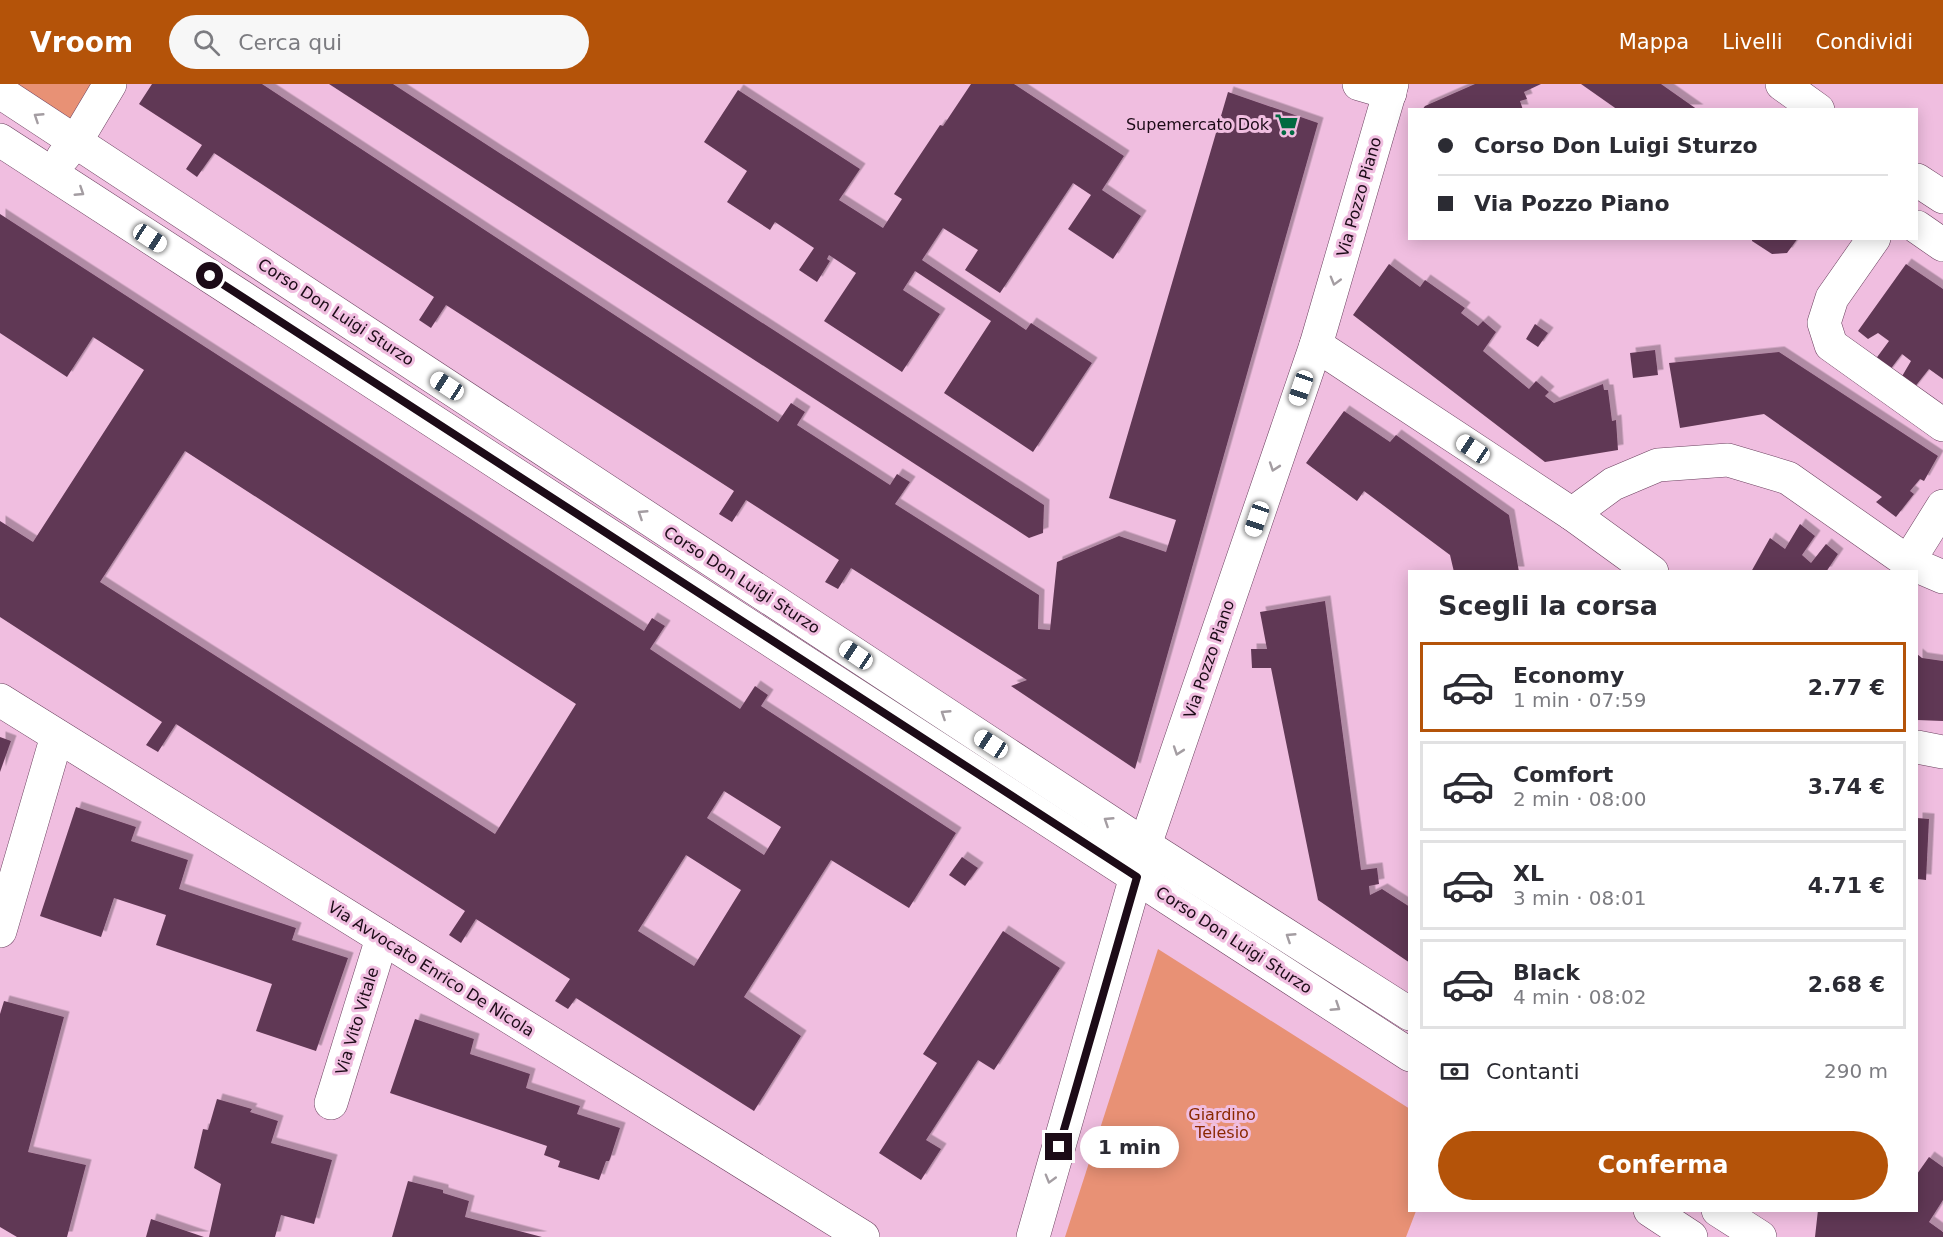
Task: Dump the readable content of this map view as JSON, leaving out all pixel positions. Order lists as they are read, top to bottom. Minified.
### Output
{"streets":{"street":["Via Pozzo Piano","Corso Don Luigi Sturzo","Via Avvocato Enrico De Nicola","Via Vito Vitale"]},"crossings":[["Via Pozzo Piano","Corso Don Luigi Sturzo"],["Via Avvocato Enrico De Nicola","Via Vito Vitale"]],"one_way":["Via Pozzo Piano"],"parks":["Giardino Telesio"],"places":{"supermarket":["Supemercato Dok"]},"page":{"header":"Vroom","search":"Cerca qui","nav":["Mappa","Livelli","Condividi"],"banner":["Corso Don Luigi Sturzo","Via Pozzo Piano"],"heading":"Scegli la corsa","list":[{"name":"Economy","note":"1 min · 07:59","value":"2.77 €"},{"name":"Comfort","note":"2 min · 08:00","value":"3.74 €"},{"name":"XL","note":"3 min · 08:01","value":"4.71 €"},{"name":"Black","note":"4 min · 08:02","value":"2.68 €"}],"pay":["Contanti","290 m"],"buttons":"Conferma","bubble":"1 min"}}
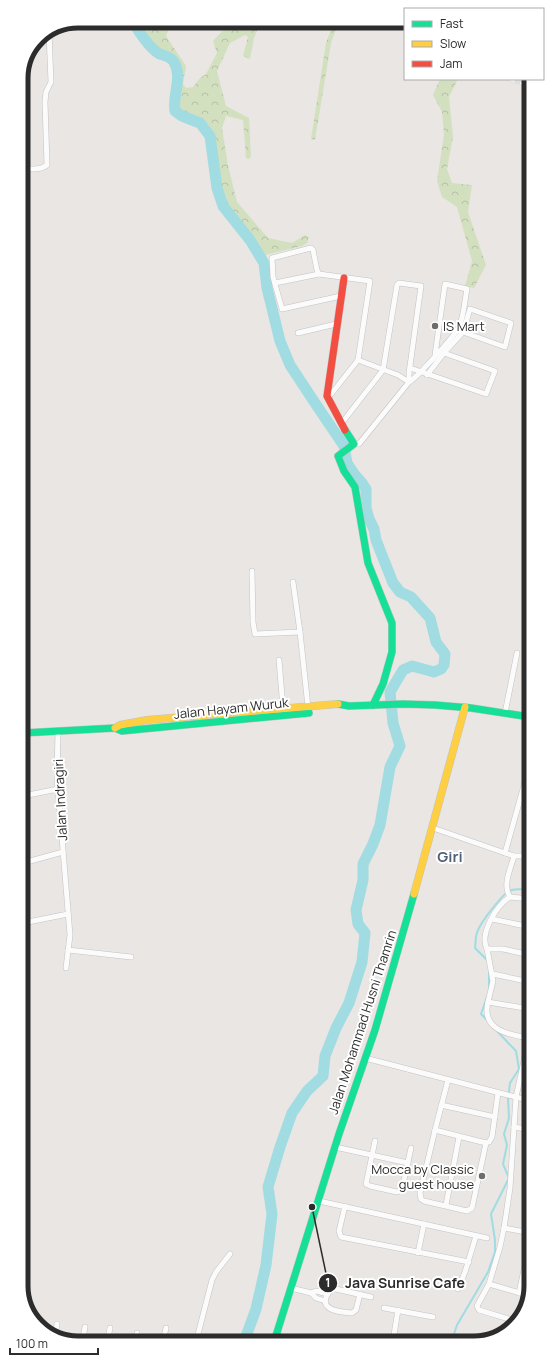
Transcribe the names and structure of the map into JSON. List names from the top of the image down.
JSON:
{
  "streets": {
    "main road": ["Jalan Hayam Wuruk", "Jalan Mohammad Husni Thamrin"],
    "street": ["Jalan Indragiri"]
  },
  "crossings": [
    ["Jalan Hayam Wuruk", "Jalan Indragiri"],
    ["Jalan Hayam Wuruk", "Jalan Mohammad Husni Thamrin"]
  ],
  "districts": ["Giri"],
  "places": ["IS Mart", "Mocca by Classic guest house", "Java Sunrise Cafe"],
  "legend": ["Fast", "Slow", "Jam"],
  "scale_bar": "100 m"
}
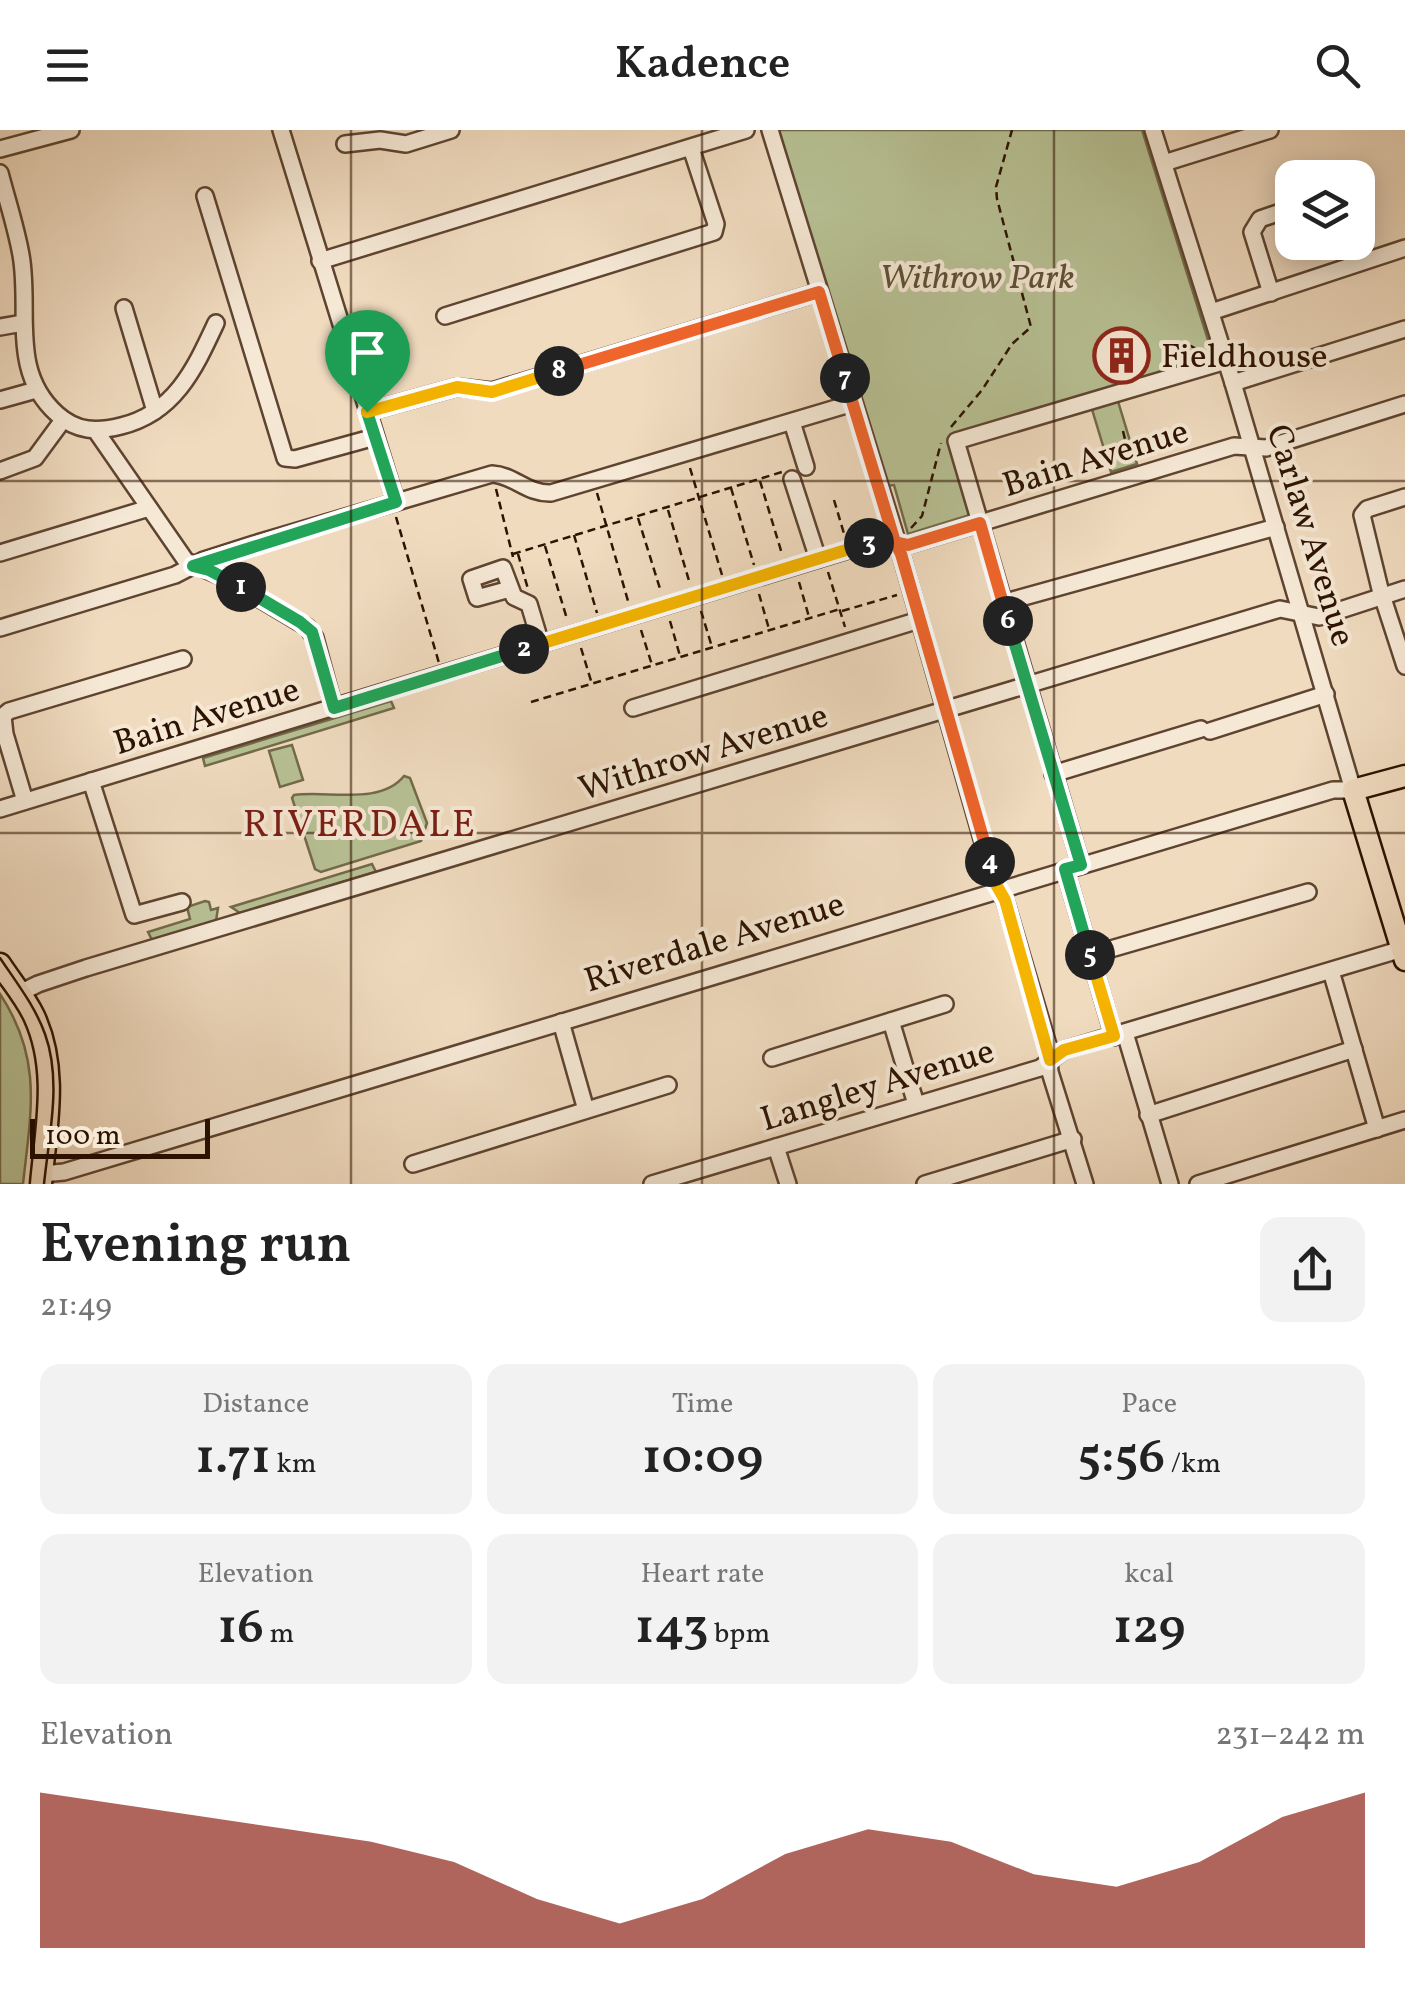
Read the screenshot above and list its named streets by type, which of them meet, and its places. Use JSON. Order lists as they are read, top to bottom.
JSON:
{
  "streets": {
    "main road": ["Carlaw Avenue", "Riverdale Avenue"],
    "street": ["Bain Avenue", "Withrow Avenue", "Langley Avenue"]
  },
  "crossings": [
    ["Bain Avenue", "Carlaw Avenue"],
    ["Carlaw Avenue", "Withrow Avenue"],
    ["Carlaw Avenue", "Riverdale Avenue"],
    ["Carlaw Avenue", "Langley Avenue"]
  ],
  "districts": ["RIVERDALE"],
  "parks": ["Withrow Park"],
  "places": {
    "building": ["Fieldhouse"]
  },
  "scale_bar": "100 m",
  "page": {
    "header": "Kadence",
    "pins": [
      "8",
      "7",
      "3",
      "1",
      "6",
      "2",
      "4",
      "5"
    ],
    "scale": "100 m",
    "heading": ["Evening run", "21:49"],
    "stats": [
      ["Distance", "1.71 km"],
      ["Time", "10:09"],
      ["Pace", "5:56 /km"],
      ["Elevation", "16 m"],
      ["Heart rate", "143 bpm"],
      ["kcal", "129"]
    ],
    "chart": ["Elevation", "231–242 m"]
  }
}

:::

*WHAT YOU WILL DO*.
The expected response is every line of the material, written out exactly, with the images removed.

*ANSWER SECTION*.
Task: Dump the readable content of this map view as JSON, leaving out all pixel positions. Order lists as they are read, top to bottom. Minified.
### Output
{"streets":{"street":["Via Pozzo Piano","Corso Don Luigi Sturzo","Via Avvocato Enrico De Nicola","Via Vito Vitale"]},"crossings":[["Via Pozzo Piano","Corso Don Luigi Sturzo"],["Via Avvocato Enrico De Nicola","Via Vito Vitale"]],"one_way":["Via Pozzo Piano"],"parks":["Giardino Telesio"],"places":{"supermarket":["Supemercato Dok"]},"page":{"header":"Vroom","search":"Cerca qui","nav":["Mappa","Livelli","Condividi"],"banner":["Corso Don Luigi Sturzo","Via Pozzo Piano"],"heading":"Scegli la corsa","list":[{"name":"Economy","note":"1 min · 07:59","value":"2.77 €"},{"name":"Comfort","note":"2 min · 08:00","value":"3.74 €"},{"name":"XL","note":"3 min · 08:01","value":"4.71 €"},{"name":"Black","note":"4 min · 08:02","value":"2.68 €"}],"pay":["Contanti","290 m"],"buttons":"Conferma","bubble":"1 min"}}
Transcribe the names and structure of the map into JSON. List names from the top of the image down.
JSON:
{
  "streets": {
    "main road": ["Jalan Hayam Wuruk", "Jalan Mohammad Husni Thamrin"],
    "street": ["Jalan Indragiri"]
  },
  "crossings": [
    ["Jalan Hayam Wuruk", "Jalan Indragiri"],
    ["Jalan Hayam Wuruk", "Jalan Mohammad Husni Thamrin"]
  ],
  "districts": ["Giri"],
  "places": ["IS Mart", "Mocca by Classic guest house", "Java Sunrise Cafe"],
  "legend": ["Fast", "Slow", "Jam"],
  "scale_bar": "100 m"
}
Read the screenshot above and list its named streets by type, which of them meet, and its places. Use JSON. Order lists as they are read, top to bottom.
JSON:
{
  "streets": {
    "main road": ["Carlaw Avenue", "Riverdale Avenue"],
    "street": ["Bain Avenue", "Withrow Avenue", "Langley Avenue"]
  },
  "crossings": [
    ["Bain Avenue", "Carlaw Avenue"],
    ["Carlaw Avenue", "Withrow Avenue"],
    ["Carlaw Avenue", "Riverdale Avenue"],
    ["Carlaw Avenue", "Langley Avenue"]
  ],
  "districts": ["RIVERDALE"],
  "parks": ["Withrow Park"],
  "places": {
    "building": ["Fieldhouse"]
  },
  "scale_bar": "100 m",
  "page": {
    "header": "Kadence",
    "pins": [
      "8",
      "7",
      "3",
      "1",
      "6",
      "2",
      "4",
      "5"
    ],
    "scale": "100 m",
    "heading": ["Evening run", "21:49"],
    "stats": [
      ["Distance", "1.71 km"],
      ["Time", "10:09"],
      ["Pace", "5:56 /km"],
      ["Elevation", "16 m"],
      ["Heart rate", "143 bpm"],
      ["kcal", "129"]
    ],
    "chart": ["Elevation", "231–242 m"]
  }
}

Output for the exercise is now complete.